Ayrıca Arthur'un mana rezervini sürekli olarak yeniden doldurarak savaşları uzatmasına olanak tanıyordu.

Yeteneklerini aşırı kullanmanın doğuracağı sonuçlardan kaçınmak onun bedava biletiydi. Arthur saldırırken, yaraları varsa iyileştirmek için sürekli bir yaşam aurası akışını da sürdürdü.

Sürekli gelen ve giden mana akışı, büyücü canavarın Arthur'un vücudundaki tek bir kıla bile dokunmasını imkansız hale getiriyordu. Ancak kızıl gözlü adam birkaç ağır yara açarak onu köşeye sıkıştırdı.

Birkaç dakika geçti ve büyücü canavar düzensiz nefesler verdi.

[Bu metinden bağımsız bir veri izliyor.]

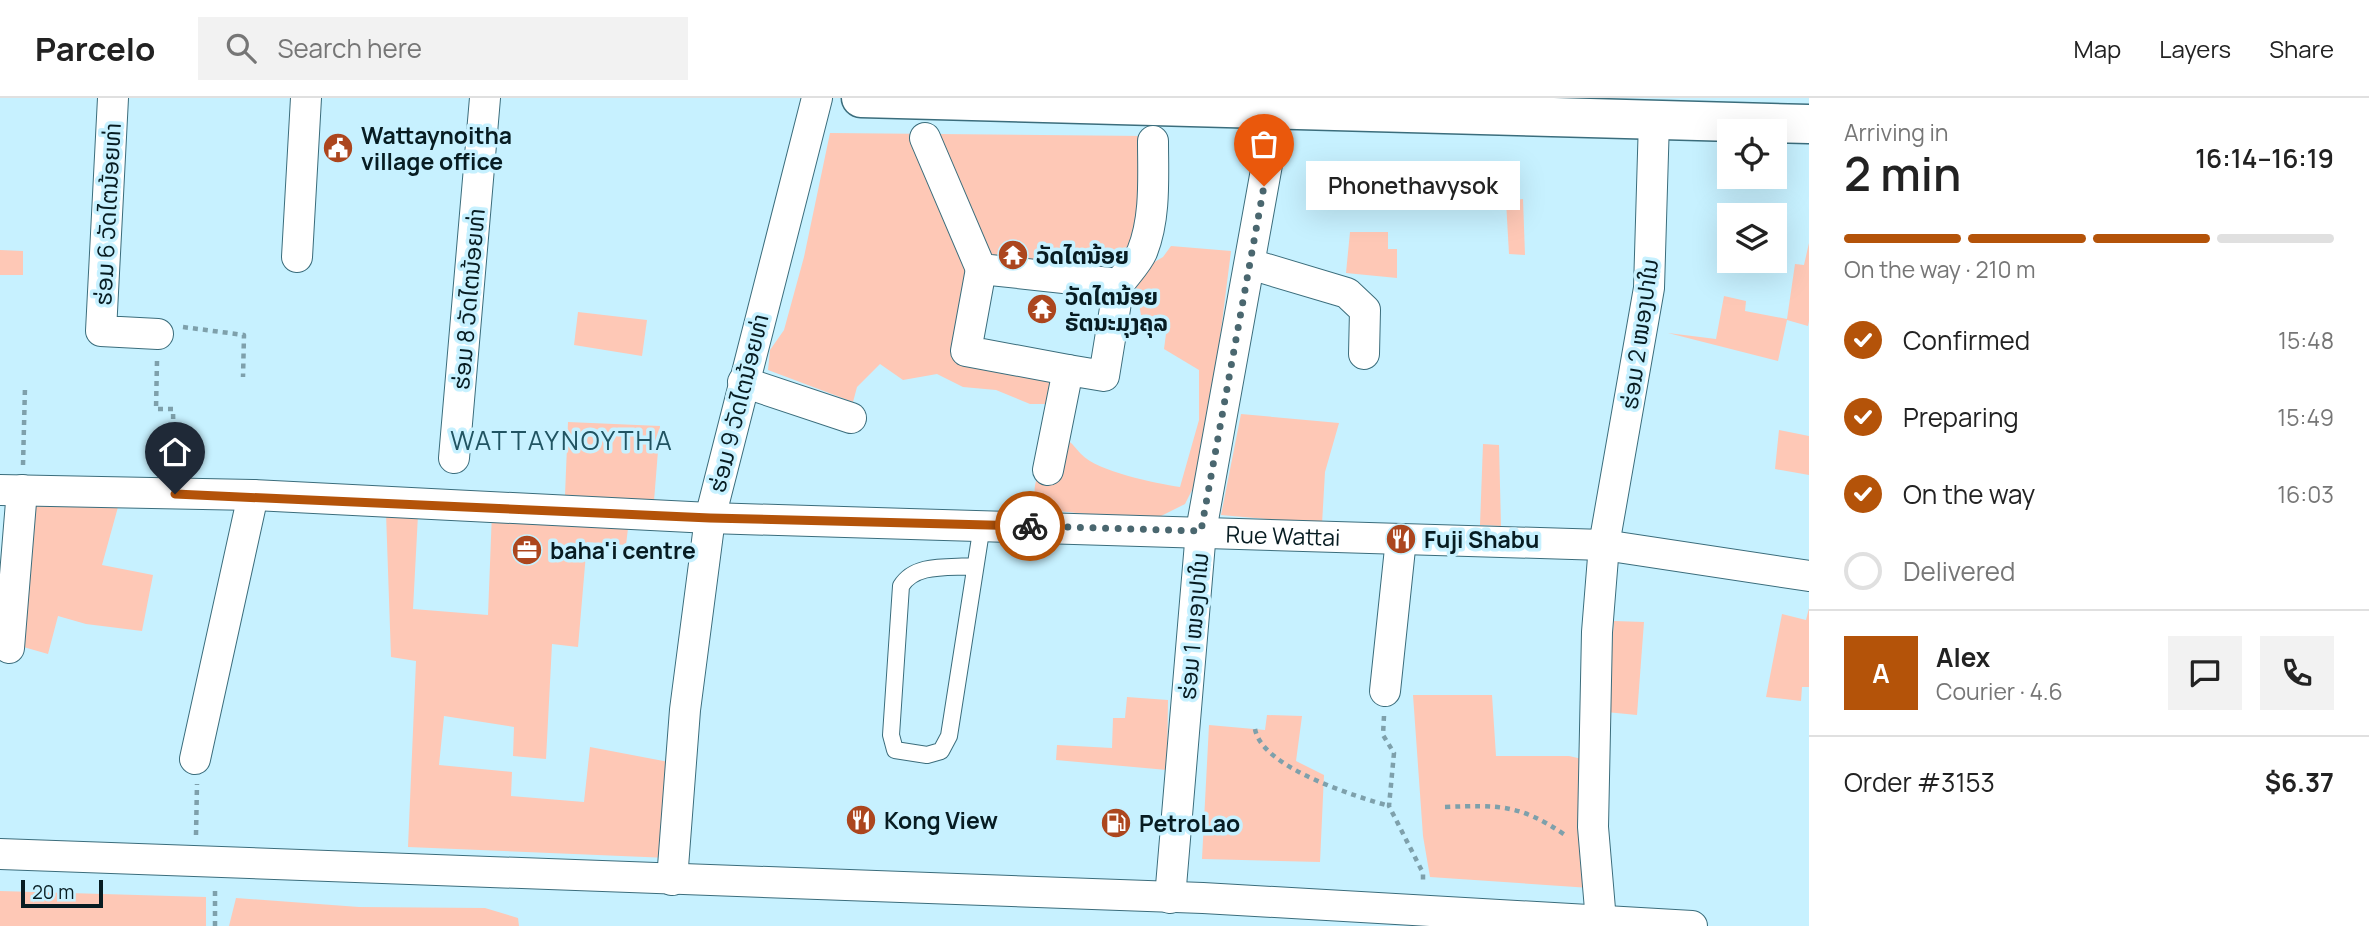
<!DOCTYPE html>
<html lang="en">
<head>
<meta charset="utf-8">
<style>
  :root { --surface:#fff; --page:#f2f2f2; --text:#222; --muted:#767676; --line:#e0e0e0; --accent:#b45309 }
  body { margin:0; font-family:Manrope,"Noto Sans Lao",sans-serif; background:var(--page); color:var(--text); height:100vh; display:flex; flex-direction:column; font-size:26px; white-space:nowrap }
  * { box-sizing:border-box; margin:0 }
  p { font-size:23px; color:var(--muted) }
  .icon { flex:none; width:38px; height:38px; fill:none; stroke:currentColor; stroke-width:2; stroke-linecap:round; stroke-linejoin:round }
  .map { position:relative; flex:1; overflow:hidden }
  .details { display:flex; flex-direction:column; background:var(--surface); width:560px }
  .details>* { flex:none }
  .controls { position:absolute; left:1717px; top:21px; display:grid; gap:14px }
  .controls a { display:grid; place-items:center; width:70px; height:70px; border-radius:0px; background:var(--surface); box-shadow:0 7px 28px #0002; font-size:35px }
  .scale { position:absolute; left:21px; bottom:18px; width:82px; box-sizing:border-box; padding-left:7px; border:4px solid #071c22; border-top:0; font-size:19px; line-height:24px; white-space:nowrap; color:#071c22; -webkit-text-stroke:5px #c7f1ff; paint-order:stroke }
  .pin { position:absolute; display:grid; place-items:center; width:60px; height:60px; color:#fff; margin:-72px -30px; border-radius:50% 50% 50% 0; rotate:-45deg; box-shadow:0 0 7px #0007 }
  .pin .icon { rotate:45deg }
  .courier { position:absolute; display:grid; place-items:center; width:70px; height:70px; margin:-35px; border:5px solid #b45309; border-radius:50%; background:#fff; color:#222; box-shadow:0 2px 9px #0007 }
  .bubble { position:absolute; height:49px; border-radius:0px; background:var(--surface); box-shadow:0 7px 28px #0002; font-size:23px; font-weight:600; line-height:49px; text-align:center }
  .summary em { font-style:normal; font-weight:600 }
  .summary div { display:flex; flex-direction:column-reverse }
  .summary { display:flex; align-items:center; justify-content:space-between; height:119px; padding:0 35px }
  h1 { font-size:46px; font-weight:600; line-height:52px }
  .bar { display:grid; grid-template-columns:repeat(4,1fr); gap:10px 7px; align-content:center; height:84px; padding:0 35px }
  .bar i { height:9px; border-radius:5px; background:var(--line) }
  .bar .current { background:var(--accent) }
  .bar p { grid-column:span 4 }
  .line { display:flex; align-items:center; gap:18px; padding:0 35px; border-top:2px solid var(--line) }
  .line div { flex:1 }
  .round { display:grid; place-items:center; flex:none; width:74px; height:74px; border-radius:0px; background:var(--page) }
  ol { padding:0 35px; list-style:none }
  li { display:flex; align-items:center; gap:21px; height:77px }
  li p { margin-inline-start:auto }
  li .icon { padding:7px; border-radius:50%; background:var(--accent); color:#fff; stroke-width:4 }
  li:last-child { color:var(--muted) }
  li i { width:38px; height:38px; border:4px solid var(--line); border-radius:50% }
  header { display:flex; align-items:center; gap:42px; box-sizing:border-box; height:98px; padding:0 35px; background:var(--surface); border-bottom:2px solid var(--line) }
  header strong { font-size:33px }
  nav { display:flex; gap:38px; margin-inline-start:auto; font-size:24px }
  .search { width:490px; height:63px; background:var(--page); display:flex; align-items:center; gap:18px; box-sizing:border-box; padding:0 24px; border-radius:0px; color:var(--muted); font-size:26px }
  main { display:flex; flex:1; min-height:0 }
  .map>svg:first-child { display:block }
  .green { fill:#fec8b6 }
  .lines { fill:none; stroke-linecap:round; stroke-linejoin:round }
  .lane-casing { stroke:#3b6d7c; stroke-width:18 }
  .street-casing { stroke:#3b6d7c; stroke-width:32 }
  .highway-casing { stroke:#3b6d7c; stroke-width:41 }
  .path { stroke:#7ea0ab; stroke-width:4.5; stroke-dasharray:5 5; stroke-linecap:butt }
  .lane { stroke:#fff; stroke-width:16 }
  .street { stroke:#fff; stroke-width:30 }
  .highway { stroke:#fff; stroke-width:38 }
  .done { stroke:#4a676f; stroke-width:7; stroke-dasharray:0 12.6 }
  .route { stroke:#b45309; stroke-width:9 }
  .labels { text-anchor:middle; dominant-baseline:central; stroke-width:7; stroke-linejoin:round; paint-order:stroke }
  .poi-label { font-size:23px; font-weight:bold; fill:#071c22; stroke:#c7f1ff; text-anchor:start }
  .street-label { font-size:23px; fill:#071c22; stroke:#c7f1ff }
  .quarter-label { font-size:26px; letter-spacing:2px; fill:#215462; stroke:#c7f1ff }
</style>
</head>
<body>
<header>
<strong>Parcelo</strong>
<div class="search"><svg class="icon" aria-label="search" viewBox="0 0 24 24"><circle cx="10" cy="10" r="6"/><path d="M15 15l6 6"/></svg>Search here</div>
<nav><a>Map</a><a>Layers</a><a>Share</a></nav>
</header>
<main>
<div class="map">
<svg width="1809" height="828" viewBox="0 0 1809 828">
  <rect width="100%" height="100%" fill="#c7f1ff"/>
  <!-- green -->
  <g class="green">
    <polygon points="830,35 1145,38 1135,139 1112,172 968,161 969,209 950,252 971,262 1050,270 1050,289 1045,306 1030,306 996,292 963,289 937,276 903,282 880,266 857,289 853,304 768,272 770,252 784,232 804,159"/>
    <polygon points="1523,101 1525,157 1509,156 1506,103"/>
    <polygon points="1350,134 1388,134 1388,151 1397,151 1397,180 1346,175"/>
    <polygon points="1809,145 1809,223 1808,228 1787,222 1778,263 1668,235 1716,241 1724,198 1746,203 1745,213 1787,221 1795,166 1804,167"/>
    <path d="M 1171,148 L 1231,153 L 1214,288 L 1193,390 L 1185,406 L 1151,423 L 1049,412 L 1036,405 C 1029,379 1049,357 1065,341 C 1074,346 1075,350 1081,356 C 1098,374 1155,385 1180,389 L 1199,322 L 1199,272 L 1164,251 L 1167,228 L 1141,217 L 1136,189 L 1151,166 L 1163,159 Z"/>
    <polygon points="0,152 23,153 23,177 0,177"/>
    <polygon points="578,214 647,222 642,258 574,247"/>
    <polygon points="1241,316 1339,325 1325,374 1322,426 1221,417"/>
    <polygon points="568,324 660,328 654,403 565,397"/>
    <polygon points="1779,332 1809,338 1809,377 1775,371"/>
    <polygon points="1483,346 1499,347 1501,428 1480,427"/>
    <polygon points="30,407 118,409 102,467 153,477 142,533 86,526 58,518 48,556 20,548"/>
    <polygon points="492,414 629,422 626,447 587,444 578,549 552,546 546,661 513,658 514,629 444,618 439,667 512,674 511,698 584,704 590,649 674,665 669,760 408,749 416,563 391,559 386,415 418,417 413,511 488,517"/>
    <polygon points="1809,510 1809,589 1802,589 1801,603 1766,599 1782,516 1806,522"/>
    <polygon points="1614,523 1644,524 1637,617 1606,614"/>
    <polygon points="1413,597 1492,597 1496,658 1569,658 1600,665 1605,791 1430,779 1423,738"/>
    <polygon points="1127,599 1168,602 1167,672 1056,662 1057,647 1112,650 1113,620 1125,620"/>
    <polygon points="1267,617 1302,618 1296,663 1324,677 1320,764 1202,761 1209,627 1265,632"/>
    <polygon points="0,793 206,799 206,828 0,828"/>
    <polygon points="236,800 359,809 485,810 518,820 519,828 229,828"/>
  </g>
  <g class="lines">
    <!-- lane casing -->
    <g class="lane-casing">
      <path id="lane" d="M 973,468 C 948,470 915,465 901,488 L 891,637 L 895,652 L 927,657 L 941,653 L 949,638 L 982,427"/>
    </g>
    <!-- street casing -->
    <g class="street-casing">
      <g id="street">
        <polyline points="113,0 101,233 158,236"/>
        <polyline points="925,40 981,171 1119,186 1104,278 1068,272 1048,372"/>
        <polyline points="297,159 306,0"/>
        <polyline points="1250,166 1347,195 1365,212 1364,256"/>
        <polyline points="981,171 966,253 1068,272"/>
        <path d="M 1119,186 C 1126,176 1137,165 1142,154 C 1156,120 1153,78 1153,43"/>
        <polyline points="743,284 851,320"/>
        <polyline points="454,360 485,0"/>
        <path id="s1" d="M 0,392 L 253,397 L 710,420 L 1604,447 L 1809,478"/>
        <polyline points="9,550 22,392"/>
        <polyline points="1385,593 1401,441"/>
        <polyline points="195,661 253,397"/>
        <polyline points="0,756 1203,800 1692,828"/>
        <polyline points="672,782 685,612 710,420 817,0"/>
        <polyline points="1170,800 1201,433 1279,0"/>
        <polyline points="1601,823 1593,729 1597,534 1604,447 1649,190 1654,22"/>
      </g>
    </g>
    <!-- highway casing -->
    <g class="highway-casing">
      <polyline id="highway" points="861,0 1809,26"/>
    </g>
    <!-- path -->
    <g class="path">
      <polyline points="183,229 244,237 243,279"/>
      <polyline points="157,263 156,311 173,311 174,370"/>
      <polyline points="23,367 25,289"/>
      <polyline points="1384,618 1383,637 1394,655 1389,708 1423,775 1423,786"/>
      <path d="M 1255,631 C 1262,670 1355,698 1389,708"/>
      <path d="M 1445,709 C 1498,707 1520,706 1565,737"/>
      <polyline points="196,737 197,686"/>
      <polyline points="215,828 215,790"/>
    </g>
    <!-- lane -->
    <use href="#lane" class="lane"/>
    <!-- street -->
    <use href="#street" class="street"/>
    <!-- highway -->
    <use href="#highway" class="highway"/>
  </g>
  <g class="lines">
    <!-- done -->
    <polyline class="done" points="1030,428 1201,433 1264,88"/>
    <!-- route -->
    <polyline class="route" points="175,396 710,420 1030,428"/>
  </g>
  <!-- icons -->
  <defs>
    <g id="civic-disc" transform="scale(1.575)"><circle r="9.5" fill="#ac461e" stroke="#c7f1ff"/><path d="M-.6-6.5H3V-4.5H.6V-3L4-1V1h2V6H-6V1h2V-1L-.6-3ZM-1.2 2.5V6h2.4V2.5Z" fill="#fff"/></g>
    <g id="temple-disc" transform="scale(1.575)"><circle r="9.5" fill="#ac461e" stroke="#c7f1ff"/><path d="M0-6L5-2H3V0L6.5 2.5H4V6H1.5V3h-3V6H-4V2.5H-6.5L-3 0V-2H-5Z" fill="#fff"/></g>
    <g id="restaurant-disc" transform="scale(1.575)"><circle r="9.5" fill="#ac461e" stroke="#c7f1ff"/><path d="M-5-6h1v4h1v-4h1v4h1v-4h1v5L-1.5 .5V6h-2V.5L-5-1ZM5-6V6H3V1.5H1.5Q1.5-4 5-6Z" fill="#fff"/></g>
    <g id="office-disc" transform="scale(1.575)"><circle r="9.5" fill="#ac461e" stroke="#c7f1ff"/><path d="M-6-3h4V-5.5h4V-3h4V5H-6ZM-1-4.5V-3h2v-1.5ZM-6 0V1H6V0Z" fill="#fff"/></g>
    <g id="fuel-disc" transform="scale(1.575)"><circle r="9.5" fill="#ac461e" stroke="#c7f1ff"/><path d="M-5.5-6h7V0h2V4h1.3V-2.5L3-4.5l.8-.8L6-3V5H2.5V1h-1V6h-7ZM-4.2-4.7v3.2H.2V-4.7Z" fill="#fff"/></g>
  </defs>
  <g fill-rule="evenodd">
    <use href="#civic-disc" x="338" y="50"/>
    <use href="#temple-disc" x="1013" y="157"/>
    <use href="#temple-disc" x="1042" y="211"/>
    <use href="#restaurant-disc" x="1401" y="441"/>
    <use href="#office-disc" x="527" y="452"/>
    <use href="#restaurant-disc" x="861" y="722"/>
    <use href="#fuel-disc" x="1116" y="725"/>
  </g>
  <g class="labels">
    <!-- poi labels -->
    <g class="poi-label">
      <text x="361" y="37">Wattaynoitha<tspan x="361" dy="26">village office</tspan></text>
      <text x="1036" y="157">ວັດໄຕນ້ອຍ</text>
      <text x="1065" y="198">ວັດໄຕນ້ອຍ<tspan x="1065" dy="26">ຣັຕນະມຸງຄຸລ</tspan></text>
      <text x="1424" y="441">Fuji Shabu</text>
      <text x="550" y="452">baha'i centre</text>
      <text x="884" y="722">Kong View</text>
      <text x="1139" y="725">PetroLao</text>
    </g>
    <!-- street labels -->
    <g class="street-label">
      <text transform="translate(107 116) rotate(-87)">ຮ່ອມ 6 ວັດໄຕນ້ອຍທ່າ</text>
      <text transform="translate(468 201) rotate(-85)">ຮ່ອມ 8 ວັດໄຕນ້ອຍທ່າ</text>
      <text transform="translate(1639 236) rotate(-82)">ຮ່ອມ 2 ໜອງປາໃນ</text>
      <text transform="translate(738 305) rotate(-76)">ຮ່ອມ 9 ວັດໄຕນ້ອຍທ່າ</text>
      <text stroke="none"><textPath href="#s1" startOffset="1284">Rue Wattai</textPath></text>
      <text transform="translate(1193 528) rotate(-85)">ຮ່ອມ 1 ໜອງປາໃນ</text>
    </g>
    <!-- quarter labels -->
    <g class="quarter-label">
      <text x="562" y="342">WATTAYNOYTHA</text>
    </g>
  </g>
</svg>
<div class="controls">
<a><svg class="icon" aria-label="locate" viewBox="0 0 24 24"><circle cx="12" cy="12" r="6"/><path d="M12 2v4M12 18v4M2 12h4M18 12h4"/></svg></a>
<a><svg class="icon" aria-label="layers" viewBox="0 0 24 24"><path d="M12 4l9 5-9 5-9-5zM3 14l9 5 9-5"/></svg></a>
</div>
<div class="scale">20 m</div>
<div class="pin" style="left:1264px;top:88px;background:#ea580c"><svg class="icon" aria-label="bag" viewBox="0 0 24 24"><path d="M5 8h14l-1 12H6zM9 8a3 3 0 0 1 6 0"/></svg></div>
<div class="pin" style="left:175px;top:396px;background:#1f2937"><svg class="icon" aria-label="home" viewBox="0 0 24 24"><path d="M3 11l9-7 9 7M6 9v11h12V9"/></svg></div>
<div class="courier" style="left:1030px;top:428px"><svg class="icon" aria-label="bike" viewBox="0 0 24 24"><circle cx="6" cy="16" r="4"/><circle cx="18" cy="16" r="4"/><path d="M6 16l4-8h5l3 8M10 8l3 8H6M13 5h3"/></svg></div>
<div class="bubble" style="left:1306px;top:63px;width:214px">Phonethavysok</div>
</div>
<section class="details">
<div class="summary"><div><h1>2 min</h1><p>Arriving in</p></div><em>16:14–16:19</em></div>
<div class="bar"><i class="current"></i><i class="current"></i><i class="current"></i><i></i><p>On the way · 210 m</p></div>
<ol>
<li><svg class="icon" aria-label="check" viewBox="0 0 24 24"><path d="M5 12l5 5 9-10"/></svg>Confirmed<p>15:48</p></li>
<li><svg class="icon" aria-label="check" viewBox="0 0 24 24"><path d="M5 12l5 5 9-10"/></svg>Preparing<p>15:49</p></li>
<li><svg class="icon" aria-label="check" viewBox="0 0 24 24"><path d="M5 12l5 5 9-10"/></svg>On the way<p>16:03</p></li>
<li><i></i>Delivered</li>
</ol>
<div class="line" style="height:126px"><b class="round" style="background:var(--accent);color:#fff">A</b><div><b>Alex</b><p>Courier · 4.6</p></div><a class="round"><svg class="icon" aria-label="chat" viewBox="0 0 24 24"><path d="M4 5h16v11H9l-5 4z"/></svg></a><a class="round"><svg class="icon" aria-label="phone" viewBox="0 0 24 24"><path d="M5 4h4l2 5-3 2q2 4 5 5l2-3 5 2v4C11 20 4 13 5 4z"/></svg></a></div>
<div class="line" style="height:91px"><div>Order #3153</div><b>$6.37</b></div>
</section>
</main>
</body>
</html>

Nekromantik canavarın vücudunda potansiyel olarak ölümcül birkaç yara açtıktan sonra nihayet İlahi Sıralayıcılara kaidelerinde katılma zamanı gelmişti. Büyücü canavarı öldürdükten sonra dahi olarak etiketlenecekti.

Nekromantik canavar bir ölüm aurası dalgası yayarak Arthur'un teninin karıncalanmasına ve protesto amaçlı çığlık atmasına neden oldu. Ancak kızıl gözlü adam derisindeki yırtıkları ve etindeki yırtılmayı görmezden geldi.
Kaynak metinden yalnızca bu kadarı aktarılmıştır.